Above Photo: Alejandro Mallea /Â Flickr
In the aftermath of the greatest financial calamity since the Great Depression, then–chief of staff for the Obama administration Rahm Emanuel made the call for aggressive action to prevent a recurrence of the meltdown of 2008.
Although the U.S. government’s system of checks and balances typically produces incremental reform, Emanuel suggested that during times of financial upheaval, the traditional levers of powers are often scrambled, thereby creating unique conditions whereby legislators could be pushed in the direction of more radical reform. That’s why he suggested that we should never let a crisis go to waste. Ironically, that might be the only pearl of wisdom we ever got from the soon-to-be ex-mayor of Chicago, one of those figures who otherwise embodied the worst Wall Street-centric instincts of the Democratic Party. But give Rahm props for this one useful insight.
But we did let the crisis of 2008 go to waste. Rather than reconstructing a new foundation out of the wreckage, we simply restored the status quo ante, and left the world’s elite financial engineers with a relatively free hand to create a wide range of new destructive financial instruments.
To cite some examples, consider the case of the UK, where England’s local councils have taken on significant risk via structural financial products known as “LOBO loans” (lender option borrower option). Financial blogger Rob Carver explains how they work:
“[Let’s] say I offer to lend you £40 and charge you 3% interest for 5 years. Some other guy comes along and offers you the same deal; but the twist is he will have the option to ask for his money back whenever he likes.
“You wouldn’t borrow money from him because it’s clearly a worse deal. …
“Suppose he sticks to his guns but as a concession he will lend you the money at only 2.9% interest. Would you take that? What about 2.5%? 2%?”
What Carver is describing here is the so-called “teaser”: a seductively low starting interest rate that is sufficiently attractive to induce the buyer to take on the LOBO in the first place. It’s designed to entice someone away from fixed interest rate borrowing (which at least has the virtue of being constant and therefore more readily predictable). The seductive quality of the teaser is that one’s borrowing costs might appear “cheaper” than the higher initial fixed-rate costs offered by the Public Works Loan Board (PWLB), a wing of the government. But the troubles become more apparent with the passage of time.
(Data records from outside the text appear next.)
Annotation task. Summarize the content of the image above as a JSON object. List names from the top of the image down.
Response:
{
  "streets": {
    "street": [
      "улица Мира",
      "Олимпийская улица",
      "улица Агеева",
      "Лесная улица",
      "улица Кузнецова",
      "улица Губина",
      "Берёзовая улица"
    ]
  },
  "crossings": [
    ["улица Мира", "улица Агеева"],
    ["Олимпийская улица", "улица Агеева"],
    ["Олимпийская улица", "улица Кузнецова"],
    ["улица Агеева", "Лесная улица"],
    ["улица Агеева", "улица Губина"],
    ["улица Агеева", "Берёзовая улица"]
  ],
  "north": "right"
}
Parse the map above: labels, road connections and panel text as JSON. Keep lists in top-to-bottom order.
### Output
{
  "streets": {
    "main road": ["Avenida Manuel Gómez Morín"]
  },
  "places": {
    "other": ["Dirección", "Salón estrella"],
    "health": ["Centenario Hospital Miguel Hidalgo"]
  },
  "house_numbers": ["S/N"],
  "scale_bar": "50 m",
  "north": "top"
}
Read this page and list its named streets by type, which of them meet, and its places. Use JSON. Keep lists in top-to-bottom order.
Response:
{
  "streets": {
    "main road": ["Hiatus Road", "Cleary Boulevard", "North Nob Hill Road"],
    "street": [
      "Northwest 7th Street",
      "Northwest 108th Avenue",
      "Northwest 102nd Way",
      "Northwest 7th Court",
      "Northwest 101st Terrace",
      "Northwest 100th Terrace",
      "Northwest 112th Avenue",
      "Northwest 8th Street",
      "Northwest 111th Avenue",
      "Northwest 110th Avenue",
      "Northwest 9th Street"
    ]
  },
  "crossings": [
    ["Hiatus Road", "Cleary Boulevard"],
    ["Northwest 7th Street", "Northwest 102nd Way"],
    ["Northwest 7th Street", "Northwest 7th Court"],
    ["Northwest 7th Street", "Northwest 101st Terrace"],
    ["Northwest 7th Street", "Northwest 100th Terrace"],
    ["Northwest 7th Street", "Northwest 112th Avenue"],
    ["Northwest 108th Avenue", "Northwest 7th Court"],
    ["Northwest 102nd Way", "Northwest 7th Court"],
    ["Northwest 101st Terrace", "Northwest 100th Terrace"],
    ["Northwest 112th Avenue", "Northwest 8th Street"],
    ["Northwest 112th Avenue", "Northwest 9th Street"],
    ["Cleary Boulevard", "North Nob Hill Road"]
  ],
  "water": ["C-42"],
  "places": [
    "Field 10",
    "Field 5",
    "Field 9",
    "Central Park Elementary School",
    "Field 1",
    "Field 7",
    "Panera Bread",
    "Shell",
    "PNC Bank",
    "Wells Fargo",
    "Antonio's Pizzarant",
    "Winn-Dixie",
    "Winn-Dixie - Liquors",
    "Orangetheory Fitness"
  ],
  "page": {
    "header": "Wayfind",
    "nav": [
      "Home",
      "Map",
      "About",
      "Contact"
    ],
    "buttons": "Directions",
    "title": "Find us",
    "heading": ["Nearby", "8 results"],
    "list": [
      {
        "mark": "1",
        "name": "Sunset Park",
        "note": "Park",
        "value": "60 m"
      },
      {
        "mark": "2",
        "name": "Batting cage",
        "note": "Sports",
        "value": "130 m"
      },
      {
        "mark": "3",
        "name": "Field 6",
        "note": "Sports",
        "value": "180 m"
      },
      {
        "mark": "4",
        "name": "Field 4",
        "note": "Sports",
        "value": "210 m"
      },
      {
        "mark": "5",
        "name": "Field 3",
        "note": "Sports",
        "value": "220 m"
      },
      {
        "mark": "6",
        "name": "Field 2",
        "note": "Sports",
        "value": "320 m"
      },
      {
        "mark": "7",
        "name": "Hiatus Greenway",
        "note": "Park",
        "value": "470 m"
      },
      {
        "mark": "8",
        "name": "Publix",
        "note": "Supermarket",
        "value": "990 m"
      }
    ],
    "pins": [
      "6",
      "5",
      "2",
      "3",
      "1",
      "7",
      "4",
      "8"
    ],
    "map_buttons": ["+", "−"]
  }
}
What happens if and when rates unexpectedly move up? In general, as Carver notes, having to suddenly repay your loan when interest rates have risen to 4 percent is the worst possible time for you. It’s akin to taking away the umbrella the minute it starts to pour. Worse, the authority is likely locked into a contract that typically has a lifespan of 40-70 years. (And who can forecast with any degree of certainty the trend of interest rates over that sort of time span? It makes the whole notion of buying an instrument on that premise to be speculative in the extreme.) Banks have the option of raising rates at their discretion, and although the councils are able to opt out of their contract, they will pay huge penalties if they seek to renegotiate or exercise that option to opt out.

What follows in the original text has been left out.